Vous vous traitez de vieux schnock, mais sauf erreur, vous allez sur vos 40 ans…
39, attention, chère madame!
39, soit! Et ça va? Vous la vivez bien cette entrée dans la quarantaine?
Je vous le dirai dans un an et demi. Pour l’instant, tout va bien... C’est l’histoire d’un mec qui saute du dixième étage et qui dit que tout va bien... ah, ah!
En parlant d'un phénomène propre à notre époque, quel regard portez-vous à la réécriture de certains romans, comme récemment pour Roald Dahl?

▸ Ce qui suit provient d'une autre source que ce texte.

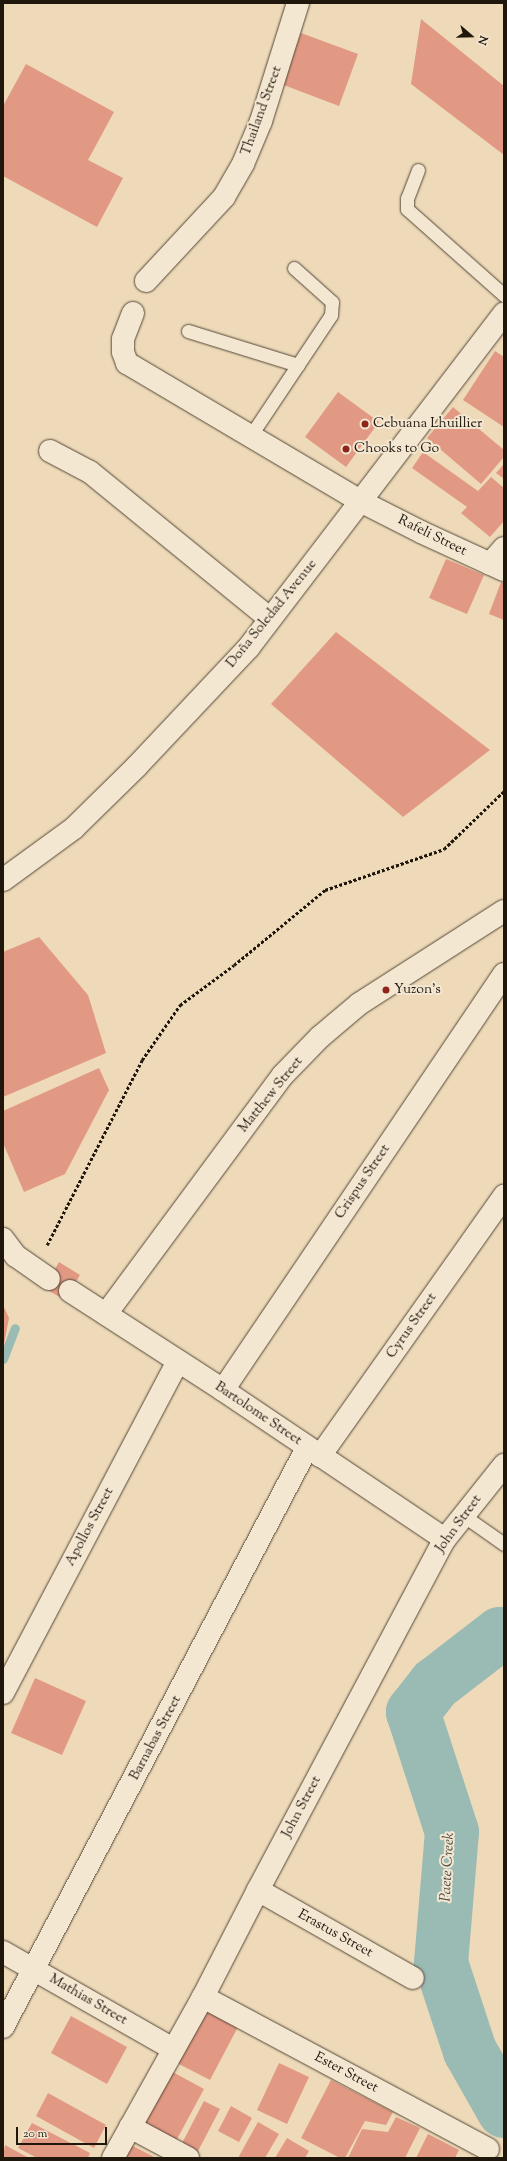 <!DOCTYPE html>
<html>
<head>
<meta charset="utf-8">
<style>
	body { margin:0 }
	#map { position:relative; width:507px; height:2161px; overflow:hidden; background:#eedab9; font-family:"Sorts Mill Goudy",serif }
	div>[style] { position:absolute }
	.stream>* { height:9px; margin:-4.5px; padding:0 4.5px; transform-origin:4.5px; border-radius:4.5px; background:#9abab4 }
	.river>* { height:54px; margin:-27px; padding:0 27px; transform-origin:27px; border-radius:27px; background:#9abab4 }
	.building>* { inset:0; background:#e29983 }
	.path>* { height:2.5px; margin-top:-1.25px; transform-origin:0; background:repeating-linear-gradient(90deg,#1f160c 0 3px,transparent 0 5px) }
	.roads { filter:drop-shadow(0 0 1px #534737) drop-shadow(0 0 1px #534737) }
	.lane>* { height:13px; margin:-6.5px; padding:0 6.5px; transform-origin:6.5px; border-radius:6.5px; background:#f4e7d2 }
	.street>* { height:22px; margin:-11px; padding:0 11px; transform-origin:11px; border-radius:11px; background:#f4e7d2 }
	.secondary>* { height:22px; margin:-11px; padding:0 11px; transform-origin:11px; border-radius:11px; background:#f4e7d2 }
	.dots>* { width:11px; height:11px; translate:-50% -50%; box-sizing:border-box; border:2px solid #f4e7d2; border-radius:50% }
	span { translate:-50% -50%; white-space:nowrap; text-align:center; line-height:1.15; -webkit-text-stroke:4px #f4e7d2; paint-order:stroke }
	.street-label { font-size:14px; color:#1f160c }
	.poi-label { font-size:14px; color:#1f160c }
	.left { translate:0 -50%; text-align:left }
	.water-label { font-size:15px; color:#4a4f47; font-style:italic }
	.frame { position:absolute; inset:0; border:4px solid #1f160c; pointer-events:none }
	.north { position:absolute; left:451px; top:16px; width:40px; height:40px; -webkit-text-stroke:3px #f4e7d2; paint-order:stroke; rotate:110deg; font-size:11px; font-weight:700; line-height:16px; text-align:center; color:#1f160c }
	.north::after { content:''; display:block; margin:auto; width:14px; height:18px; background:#1f160c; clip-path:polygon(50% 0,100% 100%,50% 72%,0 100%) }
	.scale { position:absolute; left:16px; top:2127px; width:91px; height:18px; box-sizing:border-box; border:2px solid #1f160c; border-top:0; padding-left:5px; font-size:12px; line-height:14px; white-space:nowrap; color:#1f160c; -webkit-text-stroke:3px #f4e7d2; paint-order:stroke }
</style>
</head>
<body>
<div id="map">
	<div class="stream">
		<div style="left:3px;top:1359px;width:33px;rotate:-69deg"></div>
	</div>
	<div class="river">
		<div style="left:504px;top:1635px;width:4px;rotate:-166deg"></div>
		<div style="left:500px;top:1634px;width:82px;rotate:142.4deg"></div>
		<div style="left:435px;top:1684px;width:36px;rotate:128deg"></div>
		<div style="left:413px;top:1712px;width:126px;rotate:72deg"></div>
		<div style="left:452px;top:1832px;width:131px;rotate:94.8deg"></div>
		<div style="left:441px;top:1963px;width:93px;rotate:71.8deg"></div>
		<div style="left:470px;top:2051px;width:69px;rotate:60.5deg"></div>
	</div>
	<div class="building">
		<div style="clip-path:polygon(421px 19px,504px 86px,504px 155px,411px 84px)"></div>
		<div style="clip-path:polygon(301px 33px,358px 54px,339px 106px,281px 84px)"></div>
		<div style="clip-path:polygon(26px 64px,114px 112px,88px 160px,123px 178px,97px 227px,3px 176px,3px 106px)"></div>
		<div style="clip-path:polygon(495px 351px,504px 357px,504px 427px,463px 400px)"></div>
		<div style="clip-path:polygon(338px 392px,379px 422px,346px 467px,305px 437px)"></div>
		<div style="clip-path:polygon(453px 407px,504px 450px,504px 457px,481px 484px,427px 438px)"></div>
		<div style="clip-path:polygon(423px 452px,478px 491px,491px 477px,504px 488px,504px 521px,490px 537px,461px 513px,467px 507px,412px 468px)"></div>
		<div style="clip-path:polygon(504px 464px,504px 479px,496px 473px)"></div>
		<div style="clip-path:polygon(446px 559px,484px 575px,467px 614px,429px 598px)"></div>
		<div style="clip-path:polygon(501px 582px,504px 583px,504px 620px,489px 614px)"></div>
		<div style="clip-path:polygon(336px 632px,490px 750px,403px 817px,271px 704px)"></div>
		<div style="clip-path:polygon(39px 937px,88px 995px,106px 1053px,3px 1097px,3px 952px)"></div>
		<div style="clip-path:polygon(99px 1068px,109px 1090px,65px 1174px,24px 1192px,3px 1143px,3px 1111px)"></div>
		<div style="clip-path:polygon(59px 1262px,80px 1275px,65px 1300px,44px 1288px)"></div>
		<div style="clip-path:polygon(3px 1305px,9px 1318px,4px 1344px,3px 1344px)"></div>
		<div style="clip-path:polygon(35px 1678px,86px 1701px,62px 1755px,11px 1733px)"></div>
		<div style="clip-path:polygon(204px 2003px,240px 2023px,210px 2080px,173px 2061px)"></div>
		<div style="clip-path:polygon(71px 2016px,127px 2047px,107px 2084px,51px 2053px)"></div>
		<div style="clip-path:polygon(279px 2063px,309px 2077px,287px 2124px,257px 2110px)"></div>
		<div style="clip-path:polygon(169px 2070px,204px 2089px,176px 2141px,140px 2122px)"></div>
		<div style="clip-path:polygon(331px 2080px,393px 2112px,386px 2125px,365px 2121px,345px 2158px,340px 2158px,301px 2138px)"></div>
		<div style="clip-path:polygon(48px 2093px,106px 2125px,94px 2148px,36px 2116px)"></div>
		<div style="clip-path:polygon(204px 2101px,220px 2109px,196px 2155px,180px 2147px)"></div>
		<div style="clip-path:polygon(231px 2106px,252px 2118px,239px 2142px,218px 2131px)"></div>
		<div style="clip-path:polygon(396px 2117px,420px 2128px,405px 2158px,348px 2158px,362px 2129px,388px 2132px)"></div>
		<div style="clip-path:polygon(258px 2122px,279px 2134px,265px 2158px,238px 2158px)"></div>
		<div style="clip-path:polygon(32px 2123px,90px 2153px,88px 2158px,37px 2158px,18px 2148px)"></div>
		<div style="clip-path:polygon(428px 2134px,459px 2150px,455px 2158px,416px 2158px)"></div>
		<div style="clip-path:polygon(287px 2138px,309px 2151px,305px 2158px,275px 2158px)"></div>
		<div style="clip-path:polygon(5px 2145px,29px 2158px,3px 2158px)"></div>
		<div style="clip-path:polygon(131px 2145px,156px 2158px,125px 2158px)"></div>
	</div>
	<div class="path">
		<div style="left:47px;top:1245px;width:208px;rotate:-62.8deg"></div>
		<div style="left:142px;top:1060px;width:67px;rotate:-55.4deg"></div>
		<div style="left:180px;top:1005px;width:67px;rotate:-36.5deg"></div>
		<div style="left:234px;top:965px;width:118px;rotate:-39.5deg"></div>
		<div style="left:325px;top:890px;width:126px;rotate:-19deg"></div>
		<div style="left:444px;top:849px;width:83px;rotate:-44deg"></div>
	</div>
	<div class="roads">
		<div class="lane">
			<div style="left:418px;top:170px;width:30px;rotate:111deg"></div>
			<div style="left:407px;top:198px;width:11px;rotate:90deg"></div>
			<div style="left:407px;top:209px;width:130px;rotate:41.6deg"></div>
			<div style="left:188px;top:331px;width:115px;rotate:17.2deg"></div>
			<div style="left:251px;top:435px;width:144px;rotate:-56.3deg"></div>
			<div style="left:331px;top:315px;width:13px;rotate:-86deg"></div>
			<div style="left:332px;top:302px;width:51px;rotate:-138.2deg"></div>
			<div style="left:464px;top:1516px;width:49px;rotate:35deg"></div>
		</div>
		<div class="street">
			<div style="left:146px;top:281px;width:115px;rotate:-47.1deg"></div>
			<div style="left:224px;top:197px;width:38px;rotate:-60deg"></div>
			<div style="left:243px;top:164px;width:47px;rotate:-67.3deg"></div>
			<div style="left:261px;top:121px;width:124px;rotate:-72.6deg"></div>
			<div style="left:133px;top:313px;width:28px;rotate:111deg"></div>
			<div style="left:123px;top:339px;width:13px;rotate:90deg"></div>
			<div style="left:123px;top:352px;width:12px;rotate:70deg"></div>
			<div style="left:127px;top:363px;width:271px;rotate:30.6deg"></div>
			<div style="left:360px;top:501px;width:68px;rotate:26.9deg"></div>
			<div style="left:421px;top:532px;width:91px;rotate:24.6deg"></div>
			<div style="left:50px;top:451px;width:45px;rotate:27.7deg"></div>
			<div style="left:90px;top:472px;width:232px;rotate:39.2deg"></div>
			<div style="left:490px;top:564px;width:21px;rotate:-49deg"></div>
			<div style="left:3px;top:1239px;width:21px;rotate:53deg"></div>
			<div style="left:16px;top:1256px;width:40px;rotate:34.9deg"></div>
			<div style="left:70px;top:1291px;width:182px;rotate:32.9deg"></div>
			<div style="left:223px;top:1390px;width:267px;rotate:33.9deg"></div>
			<div style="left:106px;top:1314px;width:297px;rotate:-53.5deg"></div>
			<div style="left:283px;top:1075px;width:53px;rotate:-45.8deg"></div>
			<div style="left:320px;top:1037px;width:51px;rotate:-40.2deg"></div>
			<div style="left:359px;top:1004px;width:172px;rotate:-32.7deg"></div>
			<div style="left:223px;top:1390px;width:502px;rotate:-55.96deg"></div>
			<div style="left:320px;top:1456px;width:319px;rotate:-54.7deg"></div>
			<div style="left:3px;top:1693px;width:375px;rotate:-62.2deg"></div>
			<div style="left:258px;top:1890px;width:178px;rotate:29.6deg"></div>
			<div style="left:3px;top:1952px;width:196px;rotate:29.7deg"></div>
			<div style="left:203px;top:1997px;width:323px;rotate:28.1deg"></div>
			<div style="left:3px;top:2027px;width:654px;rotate:-62.3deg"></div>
			<div style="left:130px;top:2127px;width:66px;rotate:28.1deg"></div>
			<div style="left:113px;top:2158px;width:184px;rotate:-60.8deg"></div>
			<div style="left:203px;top:1997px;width:120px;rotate:-62.8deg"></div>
			<div style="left:258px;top:1890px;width:398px;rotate:-62deg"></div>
			<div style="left:445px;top:1539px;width:95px;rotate:-51.4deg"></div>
		</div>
		<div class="secondary">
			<div style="left:3px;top:880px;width:88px;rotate:-36.2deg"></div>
			<div style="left:74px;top:828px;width:88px;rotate:-44.5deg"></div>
			<div style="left:137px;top:766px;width:163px;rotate:-46.7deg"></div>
			<div style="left:249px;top:647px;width:420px;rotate:-52.6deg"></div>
		</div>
	</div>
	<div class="dots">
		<div style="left:365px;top:424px;background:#8f2418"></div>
		<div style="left:346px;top:449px;background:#8f2418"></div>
		<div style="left:386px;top:990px;background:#8f2418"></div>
	</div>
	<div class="street-label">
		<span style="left:262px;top:111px;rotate:-70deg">Thailand Street</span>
		<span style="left:432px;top:536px;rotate:26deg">Rafeli Street</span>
		<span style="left:272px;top:614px;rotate:-51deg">Doña Soledad Avenue</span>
		<span style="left:271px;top:1095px;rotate:-51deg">Matthew Street</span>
		<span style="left:363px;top:1182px;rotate:-56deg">Crispus Street</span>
		<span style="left:412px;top:1326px;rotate:-55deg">Cyrus Street</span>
		<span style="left:258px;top:1414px;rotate:34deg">Bartolome Street</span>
		<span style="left:459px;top:1524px;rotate:-54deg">John Street</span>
		<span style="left:90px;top:1527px;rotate:-62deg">Apollos Street</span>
		<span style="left:156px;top:1738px;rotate:-62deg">Barnabas Street</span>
		<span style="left:302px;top:1807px;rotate:-62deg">John Street</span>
		<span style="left:335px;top:1934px;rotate:29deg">Erastus Street</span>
		<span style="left:88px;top:2000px;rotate:30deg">Mathias Street</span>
		<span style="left:346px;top:2073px;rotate:28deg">Ester Street</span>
	</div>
	<div class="poi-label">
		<span class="left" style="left:373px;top:424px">Cebuana Lhuillier</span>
		<span class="left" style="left:354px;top:449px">Chooks to Go</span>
		<span class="left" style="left:394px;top:990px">Yuzon's</span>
	</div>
	<div class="water-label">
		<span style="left:448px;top:1867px;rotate:-87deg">Paete Creek</span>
	</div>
	<div class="frame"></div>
	<div class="north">N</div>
	<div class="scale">20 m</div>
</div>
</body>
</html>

Ça ne m’inspire pas grand-chose de bon. On devrait mieux s’interroger sur ce qu’on va faire maintenant, plutôt que ce qui a été écrit avant. Road Dahl ou Agatha Christie ont écrit à une période qui était la leur. Ils sont morts. Un point c’est tout. Il n’y a plus vraiment de création. On le constate aussi en musique. Laissons ce pauvre Jean-Jacques Goldman tranquille! On se trouve dans une époque qui n'est pas très concrète. On ne se pose pas les bonnes questions.
Et quelles sont les bonnes questions, alors?
Comment on évolue ? La question n'est pas de savoir pourquoi tel ou tel mot masculin s’accorde ou pas: qu’on m’explique pourquoi les femmes, à partir d’un moment T, cessent d’être payées. Les inégalités, les disparités, c’est ça le vrai coeur du problème. On devrait le prendre à bras-le-corps.